1)If he loves reading buy him a good book according to his interest.

2)Get a wrist watch.


----------



## ajayritik (Dec 4, 2007)

Cool G5 he isnt much into books! Last year I had gifted him watch!


----------



## amol48 (Dec 4, 2007)

What about a Message T-Shirt ? Or Personalized T-shirt...
Or you can gift him a Gift Voucher Instead ! e.g. Shoppers Stop, Central or Westside


----------



## xbonez (Dec 4, 2007)

gift him sony mdr818 earphones, they cost rs500 n are really gud

or, order him a t-shirt from TPB (i'd love that)


----------



## The_Devil_Himself (Dec 4, 2007)

^^heh.TPB t-shirts are cool.

@a_k_s_h_a_y:umbrellas: rofl.I don't know how can anybody gift 'umbrellas' on b'days.


----------



## a_k_s_h_a_y (Dec 4, 2007)

^^ areey bhai i thought  the b'day boys gf will give him a gift for which he might need umbrella
so friend shld give a gift that will help him .. right ?? after all best friend hai .. !


----------



## praka123 (Dec 4, 2007)

if ur friend prefer drinks then get him one VSOP. 
or if he is vegetarian give him 500Rs in a cover!and let him choose the best


----------



## The_Devil_Himself (Dec 4, 2007)

^^prakash bro har baat mein drinks kahan se aa jati hain?heh.

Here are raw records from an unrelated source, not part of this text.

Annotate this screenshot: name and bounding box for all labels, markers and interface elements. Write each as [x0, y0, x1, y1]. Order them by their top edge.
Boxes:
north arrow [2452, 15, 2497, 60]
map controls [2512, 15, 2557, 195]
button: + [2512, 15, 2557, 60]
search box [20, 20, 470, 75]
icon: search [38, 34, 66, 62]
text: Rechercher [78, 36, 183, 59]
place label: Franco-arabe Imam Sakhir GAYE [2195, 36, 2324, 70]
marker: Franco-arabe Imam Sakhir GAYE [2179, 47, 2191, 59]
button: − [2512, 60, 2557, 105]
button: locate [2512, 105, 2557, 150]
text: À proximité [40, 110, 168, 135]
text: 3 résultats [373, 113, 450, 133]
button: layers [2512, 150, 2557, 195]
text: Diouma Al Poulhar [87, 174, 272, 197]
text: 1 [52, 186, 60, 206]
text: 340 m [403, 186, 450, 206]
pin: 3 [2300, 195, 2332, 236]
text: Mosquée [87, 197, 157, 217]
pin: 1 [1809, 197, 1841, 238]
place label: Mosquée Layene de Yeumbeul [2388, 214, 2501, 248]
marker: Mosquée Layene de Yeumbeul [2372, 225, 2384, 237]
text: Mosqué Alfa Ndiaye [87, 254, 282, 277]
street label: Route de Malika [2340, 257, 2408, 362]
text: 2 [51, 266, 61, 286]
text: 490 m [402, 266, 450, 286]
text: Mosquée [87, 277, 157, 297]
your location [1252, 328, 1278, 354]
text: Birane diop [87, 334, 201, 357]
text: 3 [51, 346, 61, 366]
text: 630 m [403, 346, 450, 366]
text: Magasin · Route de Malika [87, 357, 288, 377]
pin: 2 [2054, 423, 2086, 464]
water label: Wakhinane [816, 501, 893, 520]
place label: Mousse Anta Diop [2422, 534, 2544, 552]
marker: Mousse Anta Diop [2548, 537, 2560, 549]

@a_k_s_h_a_y:yea never thought about it.hmmm cos never got such gift.dammit.


----------



## xbonez (Dec 4, 2007)

a rapidshare premium account ?? or web hosting and domain??


----------



## vivekrules (Dec 4, 2007)

lol... arey yaar .. give sumtin cool... give him sum perfumes .. .. it ill not cost above 500Rs/-


----------



## amol48 (Dec 4, 2007)

^^ Perfumes ,Deo's and wallets are most common things. Imagine you gave perfume and three others also gave the same thing..!! LOL what a situation


----------



## ajayritik (Dec 5, 2007)

What are TPB Tshirts? Amol gift voucher is not a bad idea but I thought when you gift someone he should not know the price of it! However if you give a gift voucher he will know the price! I may settle for a flash drive but that is after I know what TPB T- shirts are! I have gifted all these things in the past to him like wallet, perfumes, belts etc This time I thought it should be something different! I was almost going to finalise the flash drive but its little expensive! Maybe I should settle for a 1 GB Flash drive or a TPB Tshirt!


----------



## chesss (Dec 5, 2007)

voh teri gf hai kya jo itna soch raha hai? kutch bhi dede . just give him cash if u can't think of anything


----------



## cvvikram (Dec 5, 2007)

You can get some ideas from the following site-

*shopping.indiatimes.com/ism/faces/tiles/catalogue.jsp?catalogueID=20376251&sh_ajx1_gift500


----------



## xbonez (Dec 5, 2007)

@chesss : +1

@ajay : TPB t-shirts are t-shirts from The Pirate Bay


----------



## ajayritik (Dec 5, 2007)

chess if it was a GF, I wouldnt have to think much coz the budget will go up and hence I will be having more options. Infact at that time I will have many options. But since this is a friend I have lesser options!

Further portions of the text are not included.